Uno de los pasajes más preciosos del Evangelio … y tal vez uno de los menos aprovechados, es aquella oración en que Jesús clamaba al Padre Celestial: “¡Te doy gracias, Padre, Señor del Cielo y de la Tierra, porque has escondido estas cosas a los sabios y entendidos, y las has revelado a la gente sencilla! Gracias, Padre, porque así te ha parecido bien.” (Mt. 11, 25)
Sí, al Padre le ha parecido bien esconder las cosas de su Reino -esconder su Sabiduría- a los sabios, a los cultos, a los racionalistas, a los que no creen en nada que no sea comprobable, a los que necesitan “ver para creer”. Pero sí se las ha revelado a la gente sencilla.

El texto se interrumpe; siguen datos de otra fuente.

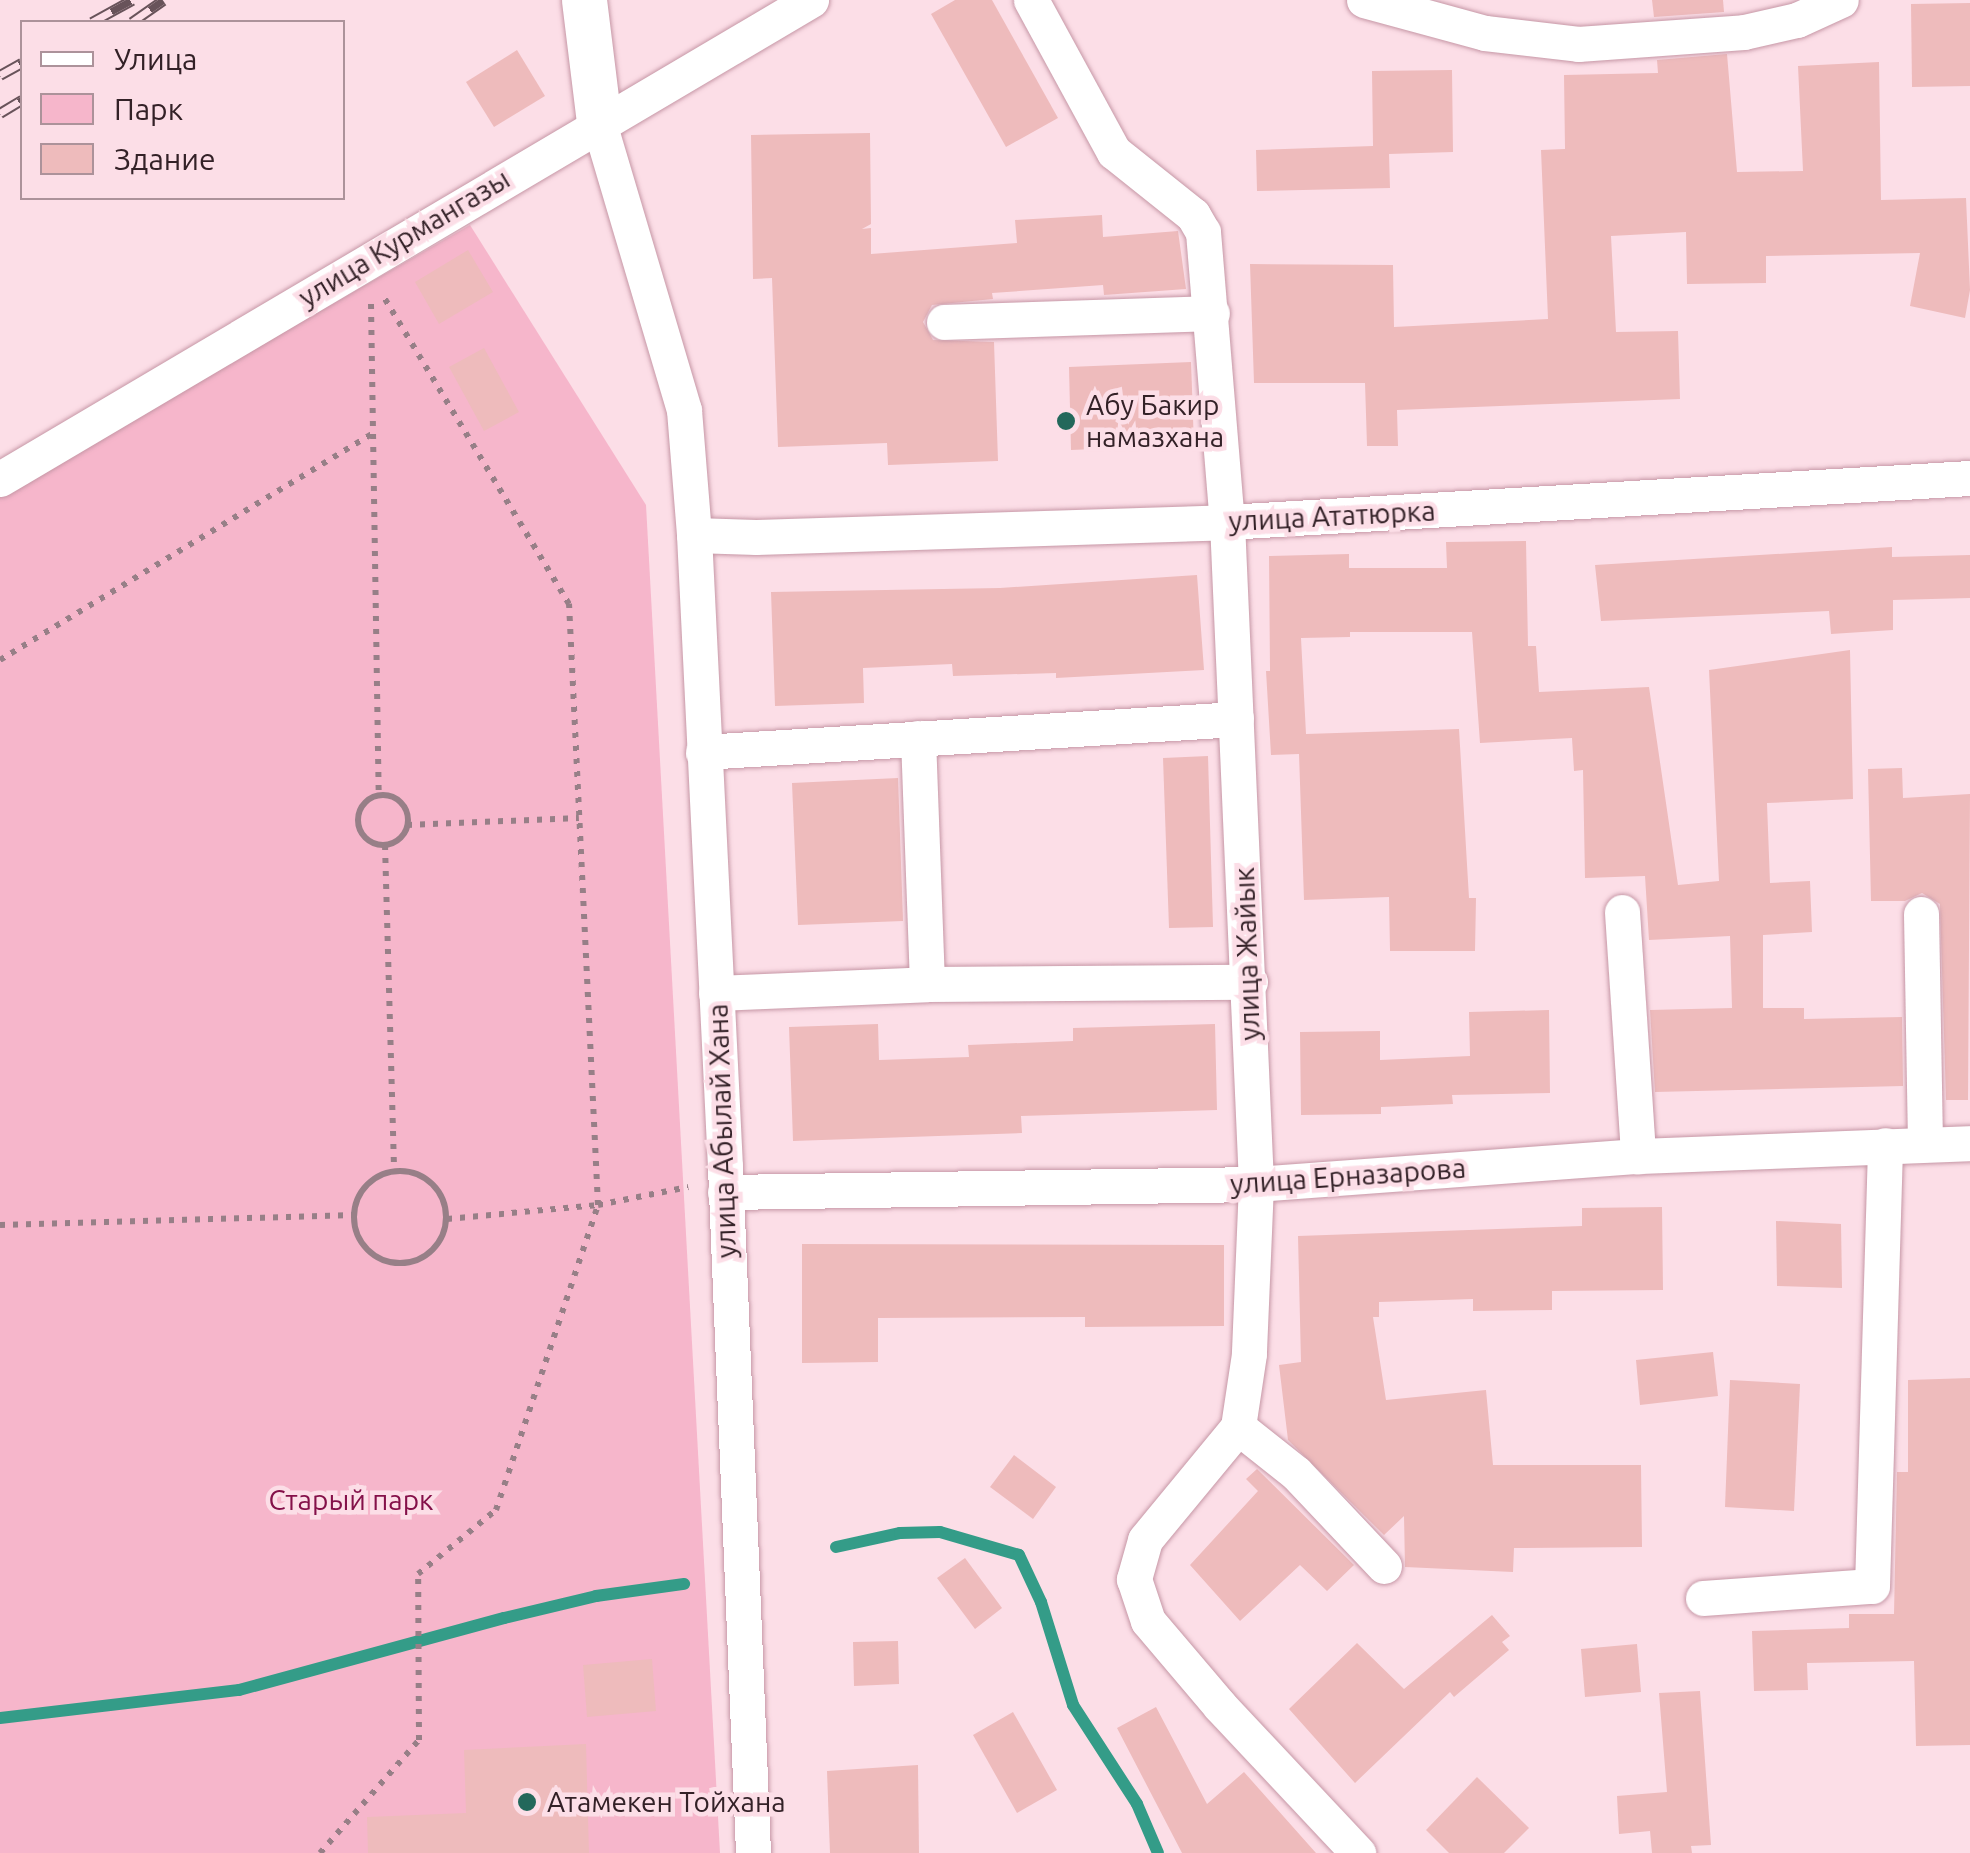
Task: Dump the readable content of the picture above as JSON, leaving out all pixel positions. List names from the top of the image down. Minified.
{"streets":{"street":["улица Курмангазы","улица Ататюрка","улица Жайык","улица Абылай Хана","улица Ерназарова"]},"crossings":[["улица Курмангазы","улица Абылай Хана"],["улица Ататюрка","улица Жайык"],["улица Ататюрка","улица Абылай Хана"],["улица Жайык","улица Ерназарова"],["улица Абылай Хана","улица Ерназарова"]],"parks":["Старый парк"],"places":["Абу Бакир намазхана","Атамекен Тойхана"],"legend":["Улица","Парк","Здание"]}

¿Quiénes son esa gente sencilla? Son aquéllos, ricos o pobres (no se refiere Jesús a la condición económica), que creen no saber mucho o tal vez no saber nada. Son aquéllos que se dejan enseñar por el Espíritu Santo, que saben que no saben nada … nada que no les venga de Dios; son los que saben que, ante Dios, no son nada. A ésos que son así, el Padre les revela sus secretos.
Conocida esta oración del Señor, no sorprende, entonces, que San Pablo, dirigiéndose a los griegos, quienes se dedicaban con mucho ahínco a la búsqueda del saber humano, les dijera esto: “Si entre ustedes alguno se considera sabio, según los criterios de este mundo, considérese que no sabe, y llegará a ser verdadero sabio. Pues la sabiduría de este mundo es necedad a los ojos de Dios”. Y luego pasa a citar frases del Antiguo Testamento: “Dios atrapa a los sabios en su propia sabiduría… El Señor conoce las razones de los sabios, y sabe que no valen nada”. (1 Cor. 3, 18-20).

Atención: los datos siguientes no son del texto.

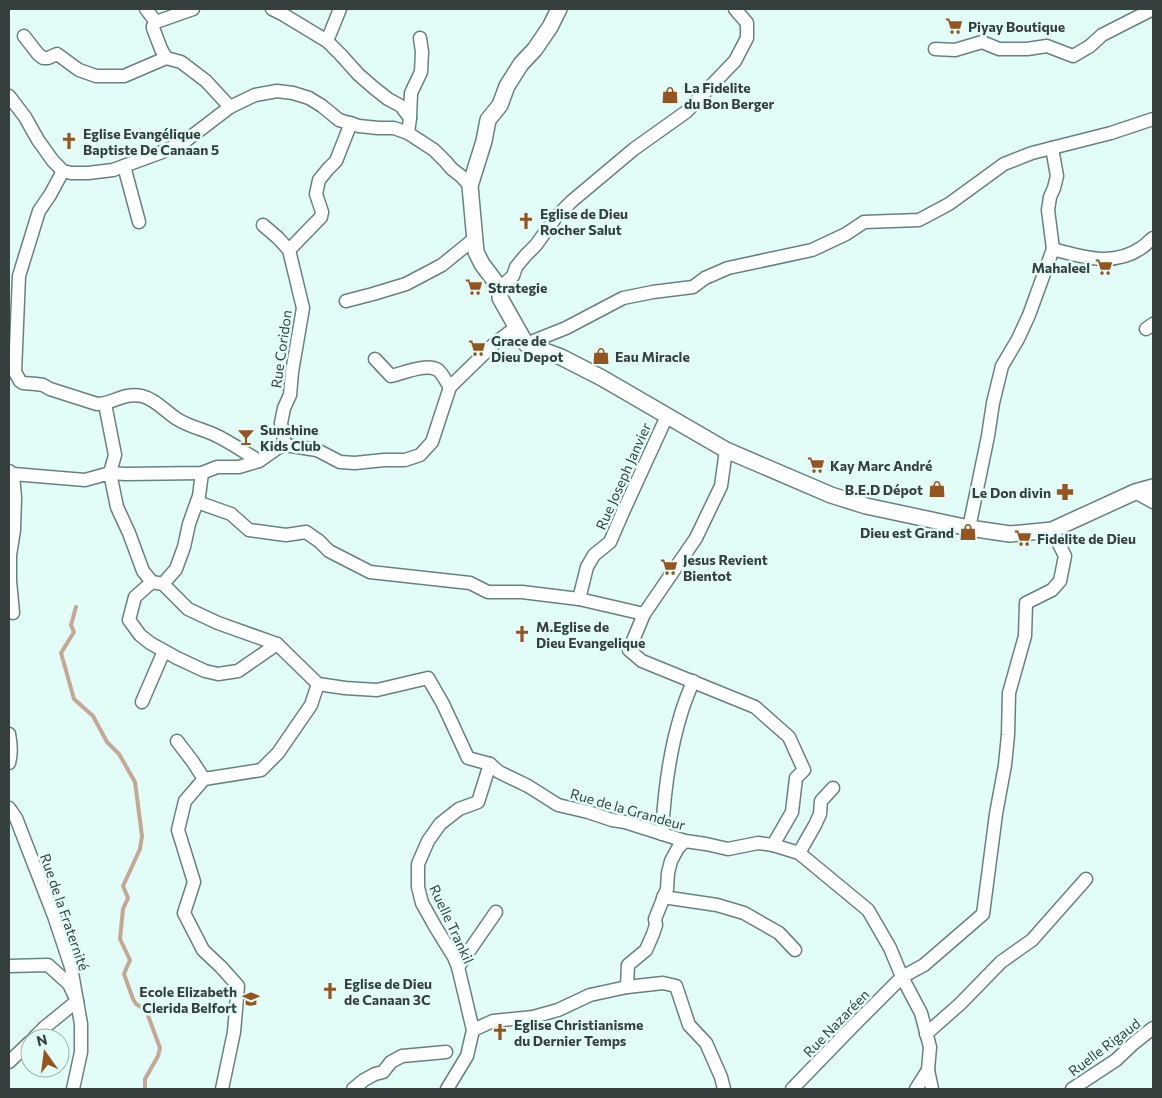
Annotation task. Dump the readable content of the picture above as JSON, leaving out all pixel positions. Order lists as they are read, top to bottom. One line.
{"streets":{"street":["Rue Coridon","Rue Joseph Janvier","Rue de la Grandeur","Rue de la Fraternité","Ruelle Trankil","Rue Nazaréen","Ruelle Rigaud"]},"crossings":[["Rue de la Grandeur","Ruelle Trankil"],["Rue de la Grandeur","Rue Nazaréen"]],"places":{"supermarket":["Piyay Boutique","Mahaleel","Strategie","Grace de Dieu Depot","Kay Marc André","Fidelite de Dieu","Jesus Revient Bientot"],"shop":["La Fidelite du Bon Berger","Eau Miracle","B.E.D Dépot","Dieu est Grand"],"church":["Eglise Evangélique Baptiste De Canaan 5","Eglise de Dieu Rocher Salut","M.Eglise de Dieu Evangelique","Eglise de Dieu de Canaan 3C","Eglise Christianisme du Dernier Temps"],"bar":["Sunshine Kids Club"],"pharmacy":["Le Don divin"],"school or university":["Ecole Elizabeth Clerida Belfort"]},"north":"top"}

¡Qué distinto ve Dios las cosas a como las vemos nosotros los humanos!… Si alguno quiere ser sabio, que se reconozca incapaz de saber y de conocer por sí solo, que sepa que nada puede por su cuenta, porque… querámoslo reconocer o no… nada puede el hombre por sí solo. En esto consiste la “pobreza de espíritu”. Sólo los sencillos, los “pobres de espíritu” podrán conocer la verdadera “Sabiduría” -aquélla que viene de Dios. Esa “Sabiduría” (con “S” mayúscula) es la que hace ver las cosas como Dios las ve.

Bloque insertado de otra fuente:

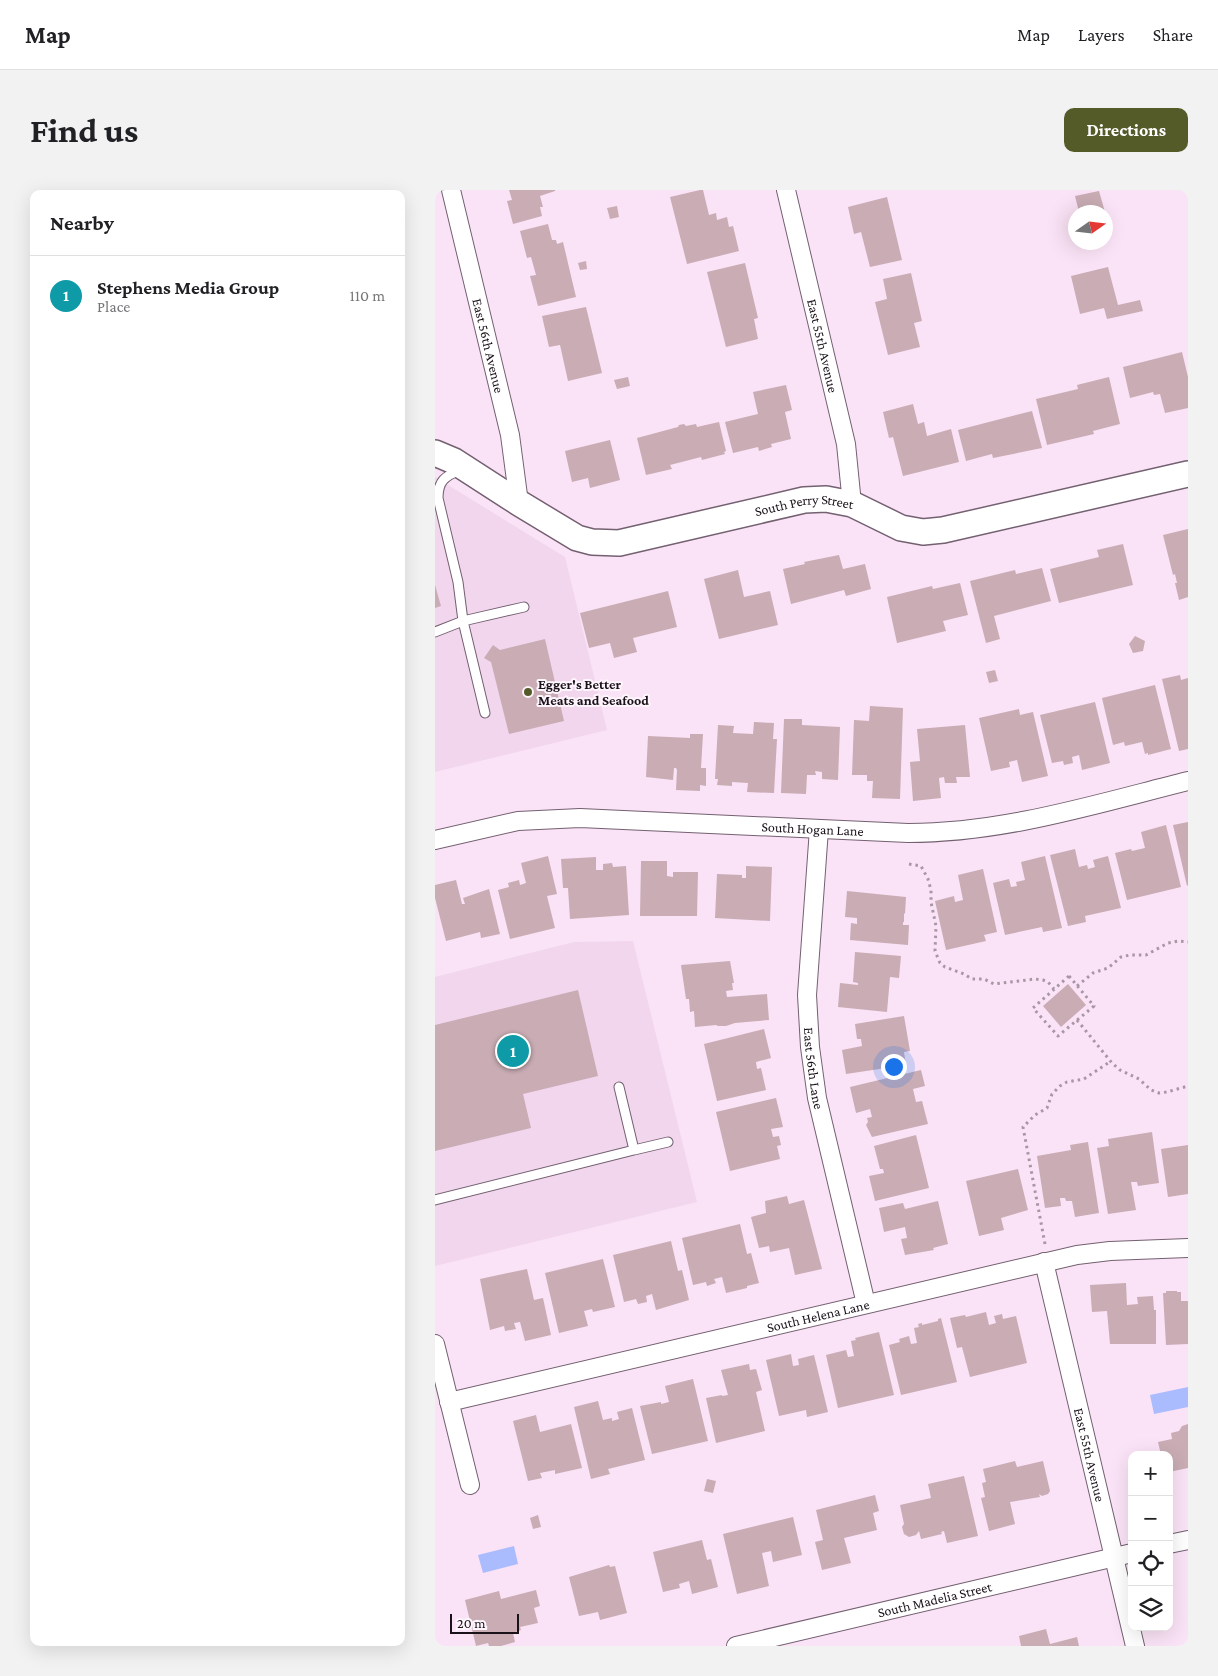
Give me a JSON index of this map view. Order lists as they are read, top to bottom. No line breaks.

La Santísima Virgen María, a quien invocamos como “Trono de la Sabiduría”, modelo de humildad y de esa Sabiduría que viene de Dios, sabía que nada podía por sí sola. Por ello reconoce que, no ella, sino Dios, el Poderoso, “ha hecho grandes cosas” en ella
(Lc.1, 49).
Pequeñez, sencillez, humildad. Son virtudes evangélicas necesarísimas, que nos llevan a ser pobres en el espíritu. Pero ¡qué lejanas están estas virtudes de lo que nuestro mundo actual -tan alejado de Dios- nos propone!
Ante la pequeñez espiritual del Evangelio, se nos propone el engrandecimiento del propio yo. Ante la sencillez del Evangelio, se nos proponen los racionalismos estériles. Ante la humildad del Evangelio, se nos propone la soberbia de creer que podemos lograr cualquier cosa con tal de proponérnosla. Ante la pobreza en el espíritu del Evangelio se nos propone el creernos grandes.
Pero las proposiciones contenidas en la Biblia son para todos los tiempos, incluyendo el de nuestra “avanzada” civilización. Y en la Palabra de Dios se nos aconseja reconocernos incapaces ante el Todopoderoso… para poder llegar a ser sabios. Hacernos pequeños … necesitados como los niños… para que Dios pueda crecer en nosotros. Hacernos humilde … reconocernos que no somos nada ante Dios … para poder ser engrandecidos por El. Sólo así, podremos salirnos del grupo de los “sabios y entendidos”, a quienes Dios esconde sus secretos. Podremos, entonces, ser contados entre la “gente sencilla” a quienes el Padre revela lo escondido, sus secretos, los secretos de su Sabiduría.